**Description of the task**. Exact copies of all the entries are required, and no pictures should appear in them.

---------- Data records ----------

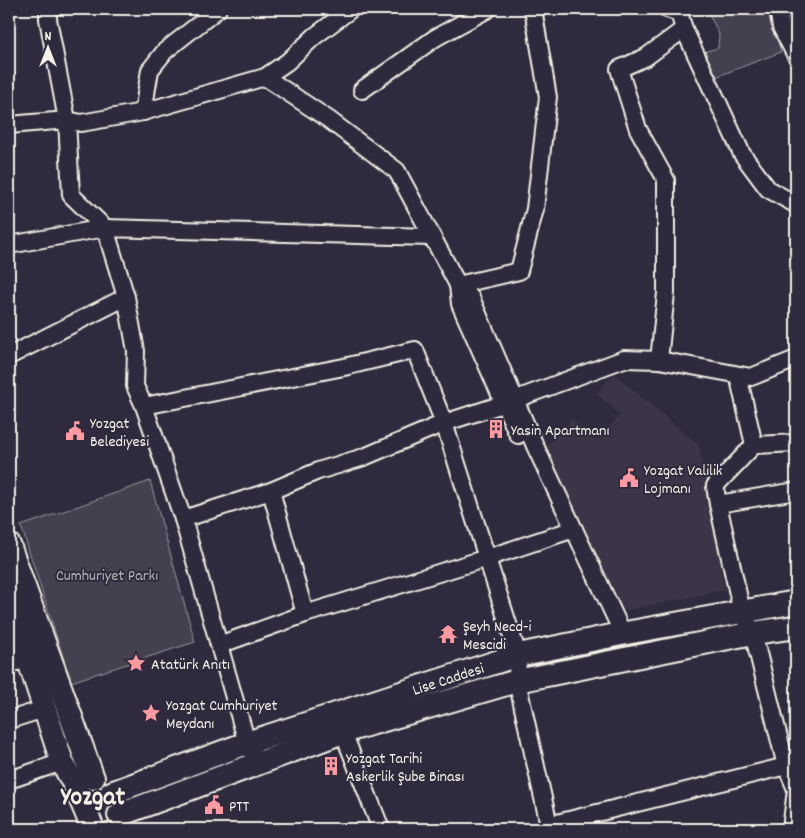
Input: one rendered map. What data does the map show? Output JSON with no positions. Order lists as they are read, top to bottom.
{
  "streets": {
    "street": ["Lise Caddesi"]
  },
  "districts": ["Yozgat"],
  "parks": ["Cumhuriyet Parkı"],
  "places": {
    "building": ["Yasin Apartmanı", "Yozgat Tarihi Askerlik Şube Binası"],
    "public building": ["Yozgat Belediyesi", "Yozgat Valilik Lojmanı", "PTT"],
    "temple": ["Şeyh Necd-i Mescidi"],
    "place": ["Atatürk Anıtı", "Yozgat Cumhuriyet Meydanı"]
  },
  "north": "top"
}
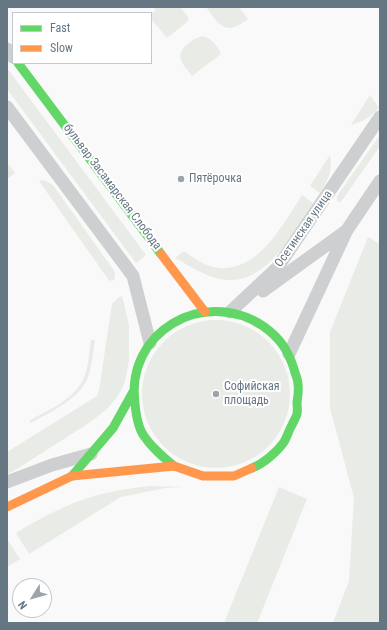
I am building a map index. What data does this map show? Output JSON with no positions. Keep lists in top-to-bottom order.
{
  "streets": {
    "street": ["бульвар Засамарская Слобода", "Осетинская улица"]
  },
  "places": ["Пятёрочка", "Софийская площадь"],
  "legend": ["Fast", "Slow"],
  "north": "bottom left"
}
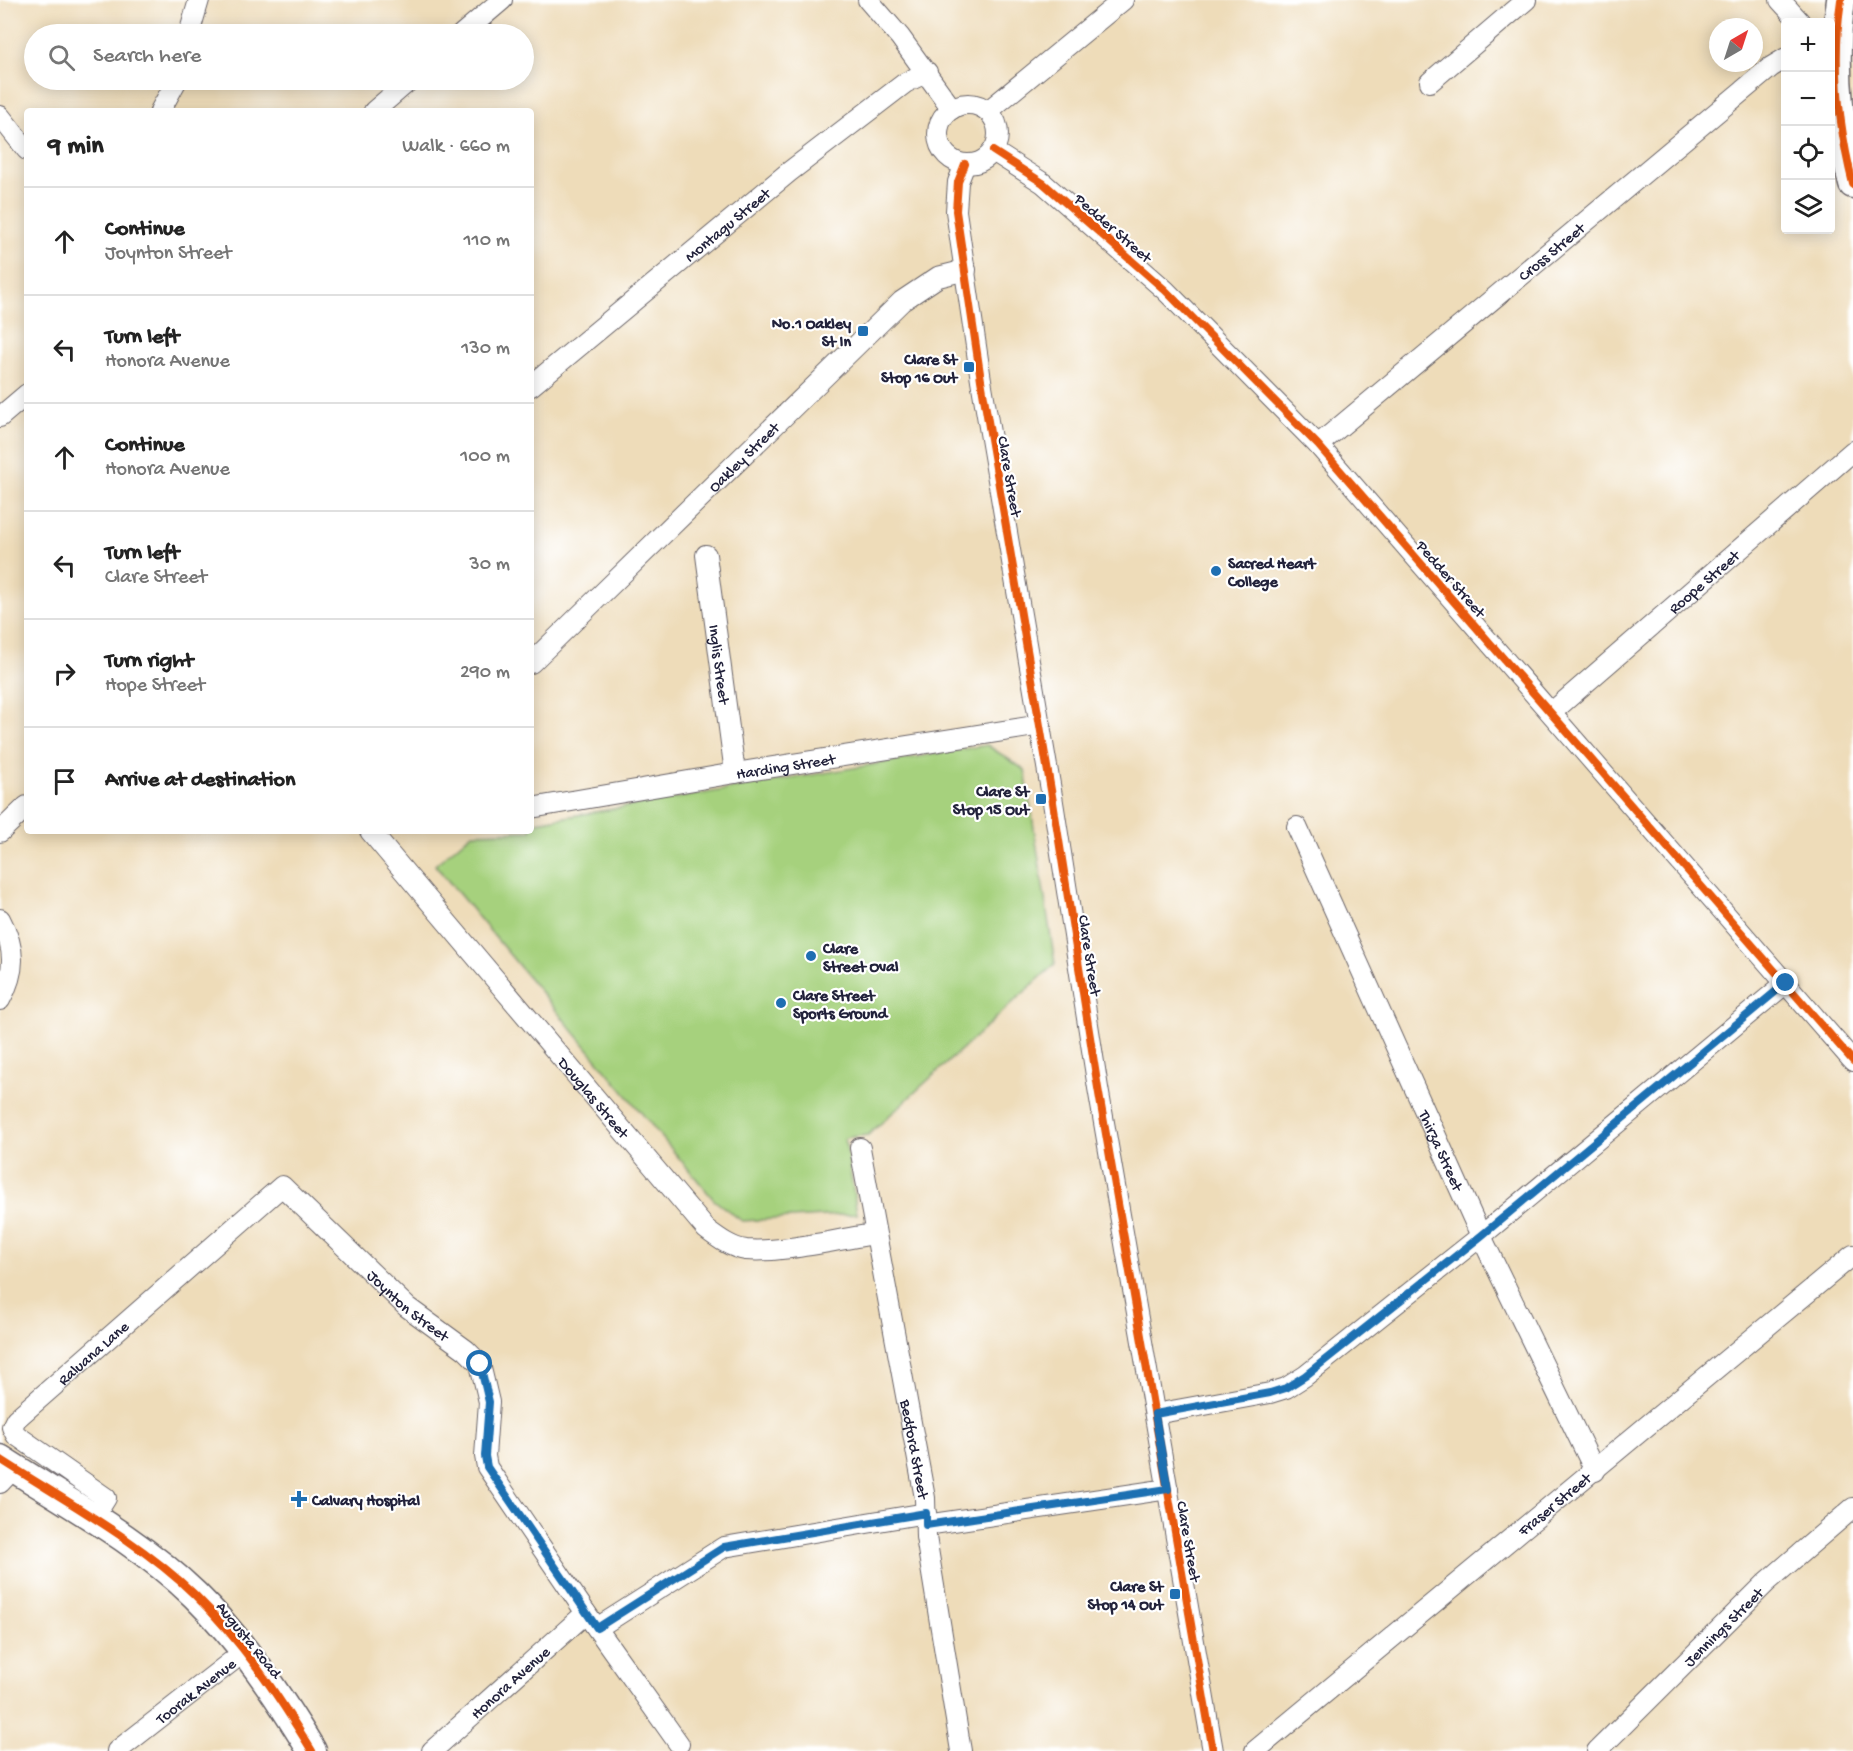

----------

**Answer to this task**.
Input: one rendered map. What data does the map show? Output JSON with no positions. Order lists as they are read, top to bottom.
{
  "streets": {
    "street": ["Lise Caddesi"]
  },
  "districts": ["Yozgat"],
  "parks": ["Cumhuriyet Parkı"],
  "places": {
    "building": ["Yasin Apartmanı", "Yozgat Tarihi Askerlik Şube Binası"],
    "public building": ["Yozgat Belediyesi", "Yozgat Valilik Lojmanı", "PTT"],
    "temple": ["Şeyh Necd-i Mescidi"],
    "place": ["Atatürk Anıtı", "Yozgat Cumhuriyet Meydanı"]
  },
  "north": "top"
}
I am building a map index. What data does this map show? Output JSON with no positions. Keep lists in top-to-bottom order.
{
  "streets": {
    "street": ["бульвар Засамарская Слобода", "Осетинская улица"]
  },
  "places": ["Пятёрочка", "Софийская площадь"],
  "legend": ["Fast", "Slow"],
  "north": "bottom left"
}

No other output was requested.